Diagnosing Growth Hormone Deficiency in Children and Adolescents

Specific Diagnostic Considerations for Pediatric GH Deficiency

Diagnosing GH deficiency in children and adolescents requires a distinct approach, emphasizing growth patterns and often necessitating multiple stimulation tests.

1. Multiple GH Stimulation Tests in Children

When GH deficiency is suspected in children, it is crucial to perform two or more GH stimulation tests to confirm the diagnosis. This recommendation is due to the variability and potential for false positives in single GH stimulation tests in the pediatric population.
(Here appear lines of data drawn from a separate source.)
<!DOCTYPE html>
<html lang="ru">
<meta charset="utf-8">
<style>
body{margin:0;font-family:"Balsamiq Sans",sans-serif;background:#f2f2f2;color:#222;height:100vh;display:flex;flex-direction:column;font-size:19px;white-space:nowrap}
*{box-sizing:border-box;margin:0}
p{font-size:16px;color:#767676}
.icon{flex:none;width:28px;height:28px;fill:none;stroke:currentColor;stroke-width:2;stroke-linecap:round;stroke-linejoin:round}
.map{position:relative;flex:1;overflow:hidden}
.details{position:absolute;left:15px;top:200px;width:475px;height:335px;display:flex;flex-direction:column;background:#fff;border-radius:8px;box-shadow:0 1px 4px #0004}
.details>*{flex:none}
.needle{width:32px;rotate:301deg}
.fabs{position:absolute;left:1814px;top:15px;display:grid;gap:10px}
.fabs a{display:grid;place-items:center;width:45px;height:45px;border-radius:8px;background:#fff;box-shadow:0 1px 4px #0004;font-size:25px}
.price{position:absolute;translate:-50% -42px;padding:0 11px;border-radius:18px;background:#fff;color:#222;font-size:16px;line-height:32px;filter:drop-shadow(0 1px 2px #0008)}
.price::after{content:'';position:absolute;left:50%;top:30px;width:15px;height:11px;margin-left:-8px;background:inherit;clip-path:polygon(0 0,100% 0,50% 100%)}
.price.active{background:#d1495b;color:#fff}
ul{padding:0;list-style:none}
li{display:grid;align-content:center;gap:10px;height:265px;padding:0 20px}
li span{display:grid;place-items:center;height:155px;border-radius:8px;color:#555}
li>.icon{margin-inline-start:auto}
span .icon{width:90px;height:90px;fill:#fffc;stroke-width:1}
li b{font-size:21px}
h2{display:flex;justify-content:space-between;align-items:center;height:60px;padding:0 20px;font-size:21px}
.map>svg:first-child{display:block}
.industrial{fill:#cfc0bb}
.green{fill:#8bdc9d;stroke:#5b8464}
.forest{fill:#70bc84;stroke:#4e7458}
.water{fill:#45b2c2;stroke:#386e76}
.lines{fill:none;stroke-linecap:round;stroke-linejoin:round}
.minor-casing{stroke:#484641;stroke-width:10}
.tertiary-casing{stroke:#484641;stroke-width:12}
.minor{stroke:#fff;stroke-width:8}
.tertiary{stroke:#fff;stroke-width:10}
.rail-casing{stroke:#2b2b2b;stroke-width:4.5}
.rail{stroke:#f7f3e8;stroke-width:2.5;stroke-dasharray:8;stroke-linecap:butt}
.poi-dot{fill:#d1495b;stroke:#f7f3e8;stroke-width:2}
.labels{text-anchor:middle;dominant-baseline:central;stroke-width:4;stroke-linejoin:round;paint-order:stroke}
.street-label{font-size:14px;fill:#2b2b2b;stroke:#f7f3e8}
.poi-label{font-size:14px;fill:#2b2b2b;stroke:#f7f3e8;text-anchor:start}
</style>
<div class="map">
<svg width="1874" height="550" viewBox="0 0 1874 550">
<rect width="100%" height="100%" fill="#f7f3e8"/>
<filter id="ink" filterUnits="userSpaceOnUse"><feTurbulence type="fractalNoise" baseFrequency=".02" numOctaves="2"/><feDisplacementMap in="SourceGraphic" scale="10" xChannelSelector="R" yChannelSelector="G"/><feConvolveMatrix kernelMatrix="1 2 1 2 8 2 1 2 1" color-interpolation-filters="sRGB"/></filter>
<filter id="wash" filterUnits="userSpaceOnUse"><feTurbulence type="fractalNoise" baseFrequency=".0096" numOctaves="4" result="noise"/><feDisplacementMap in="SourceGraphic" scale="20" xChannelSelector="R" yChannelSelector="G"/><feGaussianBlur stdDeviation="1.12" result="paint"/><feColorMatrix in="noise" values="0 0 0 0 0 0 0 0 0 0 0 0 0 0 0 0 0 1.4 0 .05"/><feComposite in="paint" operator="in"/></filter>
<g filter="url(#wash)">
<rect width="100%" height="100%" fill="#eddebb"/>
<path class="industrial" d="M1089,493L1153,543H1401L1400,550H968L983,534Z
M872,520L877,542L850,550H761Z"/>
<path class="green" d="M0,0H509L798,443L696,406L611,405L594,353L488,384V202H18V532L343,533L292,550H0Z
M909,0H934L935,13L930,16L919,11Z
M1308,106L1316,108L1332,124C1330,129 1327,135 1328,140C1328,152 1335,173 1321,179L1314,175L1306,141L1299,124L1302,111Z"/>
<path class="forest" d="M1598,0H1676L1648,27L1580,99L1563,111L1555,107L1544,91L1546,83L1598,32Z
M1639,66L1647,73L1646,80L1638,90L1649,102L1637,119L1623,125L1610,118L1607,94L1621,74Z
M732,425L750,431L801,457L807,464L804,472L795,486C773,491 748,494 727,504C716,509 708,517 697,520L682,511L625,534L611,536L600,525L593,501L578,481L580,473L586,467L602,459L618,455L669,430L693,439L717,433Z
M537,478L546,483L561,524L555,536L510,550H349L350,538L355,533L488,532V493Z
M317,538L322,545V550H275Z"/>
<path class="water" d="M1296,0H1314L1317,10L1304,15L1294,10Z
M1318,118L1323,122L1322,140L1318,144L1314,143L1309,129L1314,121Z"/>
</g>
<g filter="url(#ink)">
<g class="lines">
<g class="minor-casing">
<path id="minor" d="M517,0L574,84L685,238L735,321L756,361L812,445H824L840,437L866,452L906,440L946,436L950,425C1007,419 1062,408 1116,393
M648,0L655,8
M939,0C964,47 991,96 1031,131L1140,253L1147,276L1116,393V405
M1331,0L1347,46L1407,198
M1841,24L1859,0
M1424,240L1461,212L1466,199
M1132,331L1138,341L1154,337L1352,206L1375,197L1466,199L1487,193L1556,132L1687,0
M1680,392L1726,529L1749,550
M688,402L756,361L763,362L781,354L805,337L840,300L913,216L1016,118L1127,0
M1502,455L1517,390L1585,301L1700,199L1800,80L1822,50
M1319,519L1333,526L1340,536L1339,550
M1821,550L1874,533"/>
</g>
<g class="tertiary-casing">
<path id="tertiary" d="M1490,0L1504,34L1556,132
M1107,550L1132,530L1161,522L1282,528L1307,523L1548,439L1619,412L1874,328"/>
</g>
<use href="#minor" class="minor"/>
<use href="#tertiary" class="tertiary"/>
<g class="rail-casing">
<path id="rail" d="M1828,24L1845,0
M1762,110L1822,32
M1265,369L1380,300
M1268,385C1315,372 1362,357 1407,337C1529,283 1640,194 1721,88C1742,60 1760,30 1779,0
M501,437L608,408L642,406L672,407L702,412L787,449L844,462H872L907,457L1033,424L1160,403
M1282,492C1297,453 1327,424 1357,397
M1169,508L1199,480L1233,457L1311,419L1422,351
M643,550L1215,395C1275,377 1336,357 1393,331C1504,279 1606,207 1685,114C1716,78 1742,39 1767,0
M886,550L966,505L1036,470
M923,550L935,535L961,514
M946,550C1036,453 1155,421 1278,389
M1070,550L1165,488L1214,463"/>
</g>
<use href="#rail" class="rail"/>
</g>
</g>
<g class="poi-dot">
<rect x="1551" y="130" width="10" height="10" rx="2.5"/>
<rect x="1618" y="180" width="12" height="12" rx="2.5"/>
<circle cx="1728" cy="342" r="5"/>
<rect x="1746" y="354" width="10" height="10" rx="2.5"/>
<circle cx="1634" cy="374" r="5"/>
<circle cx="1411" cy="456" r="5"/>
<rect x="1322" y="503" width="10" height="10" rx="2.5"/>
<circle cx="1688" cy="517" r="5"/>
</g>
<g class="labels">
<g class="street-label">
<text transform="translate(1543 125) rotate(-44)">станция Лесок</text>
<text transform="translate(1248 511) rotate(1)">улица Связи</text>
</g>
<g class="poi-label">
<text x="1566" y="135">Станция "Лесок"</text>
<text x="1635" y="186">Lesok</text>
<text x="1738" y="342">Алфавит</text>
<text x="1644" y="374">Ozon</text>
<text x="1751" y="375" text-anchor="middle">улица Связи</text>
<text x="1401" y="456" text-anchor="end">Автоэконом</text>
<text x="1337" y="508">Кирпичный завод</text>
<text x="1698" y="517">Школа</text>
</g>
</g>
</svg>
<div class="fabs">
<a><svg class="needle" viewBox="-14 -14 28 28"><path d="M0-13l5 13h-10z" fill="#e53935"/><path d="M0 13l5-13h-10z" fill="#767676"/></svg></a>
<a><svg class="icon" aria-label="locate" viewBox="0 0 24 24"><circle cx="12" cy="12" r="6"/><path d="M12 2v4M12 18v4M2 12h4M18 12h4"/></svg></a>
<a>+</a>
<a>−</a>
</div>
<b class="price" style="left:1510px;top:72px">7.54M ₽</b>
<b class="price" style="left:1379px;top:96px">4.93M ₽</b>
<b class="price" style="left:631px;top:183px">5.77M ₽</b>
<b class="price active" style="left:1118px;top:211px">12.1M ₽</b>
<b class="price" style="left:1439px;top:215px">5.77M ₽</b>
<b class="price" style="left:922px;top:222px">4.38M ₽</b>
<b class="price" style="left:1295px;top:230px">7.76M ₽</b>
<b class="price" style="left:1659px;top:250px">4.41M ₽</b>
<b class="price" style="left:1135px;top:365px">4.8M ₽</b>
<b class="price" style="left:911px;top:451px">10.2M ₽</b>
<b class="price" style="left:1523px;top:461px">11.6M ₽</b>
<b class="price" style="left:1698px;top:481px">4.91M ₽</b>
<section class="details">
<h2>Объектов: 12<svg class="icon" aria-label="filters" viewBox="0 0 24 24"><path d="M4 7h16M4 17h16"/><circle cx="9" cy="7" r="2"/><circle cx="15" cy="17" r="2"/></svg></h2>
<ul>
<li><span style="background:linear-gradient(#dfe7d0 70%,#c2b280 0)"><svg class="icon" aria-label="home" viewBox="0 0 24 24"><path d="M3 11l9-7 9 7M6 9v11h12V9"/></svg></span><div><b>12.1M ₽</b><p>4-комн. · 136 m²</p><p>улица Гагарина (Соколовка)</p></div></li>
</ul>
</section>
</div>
2. When Repeated Tests Are Not Needed in Children

Similar to adults, repeated GH stimulation tests are not necessary in children and adolescents with pituitary lesions or a confirmed genetic cause of GH deficiency. In these cases, the underlying pathology confirms the diagnosis, making repeat testing redundant.

Growth Hormone Measurement and Assay Considerations

The accuracy of growth hormone deficiency diagnosis is significantly influenced by the GH assays used. Variations in assay methodologies and standardization can lead to discrepancies in GH level measurements.

  • GH Isoforms and Binding Proteins: GH in blood exists in various forms (isoforms and isomers), with 22 kDa and 20 kDa forms being most common. GH binding proteins can also interfere with immunoassays, affecting up to 50% of GH measurement.
  • Assay Standardization: Different institutions use varied methods for GH measurement. It’s essential to use the GH calibration standard 98/574 from the National Institute for Biological Standards and Control and highly purified recombinant pituitary GH to ensure accurate and comparable results.
  • Manufacturer Specifications: Manufacturers of GH measurement equipment should clearly specify assay validity, GH isoforms measured, analytes, antibodies used, and potential interference from GH binding proteins.

Conclusion: Ensuring Accurate Growth Hormone Deficiency Diagnosis

Accurate growth hormone deficiency diagnosis is fundamental for initiating appropriate and effective growth hormone replacement therapy. For adults, the insulin tolerance test remains the gold standard, with alternative stimulation tests available when ITT is contraindicated. In children, multiple stimulation tests are often necessary for confirmation. Careful consideration of clinical context, IGF-1 levels, and pituitary hormone status, along with standardized and reliable GH assays, ensures precise diagnosis and optimal patient management. This comprehensive approach helps healthcare professionals effectively identify and manage growth hormone deficiency, improving the health and well-being of affected individuals.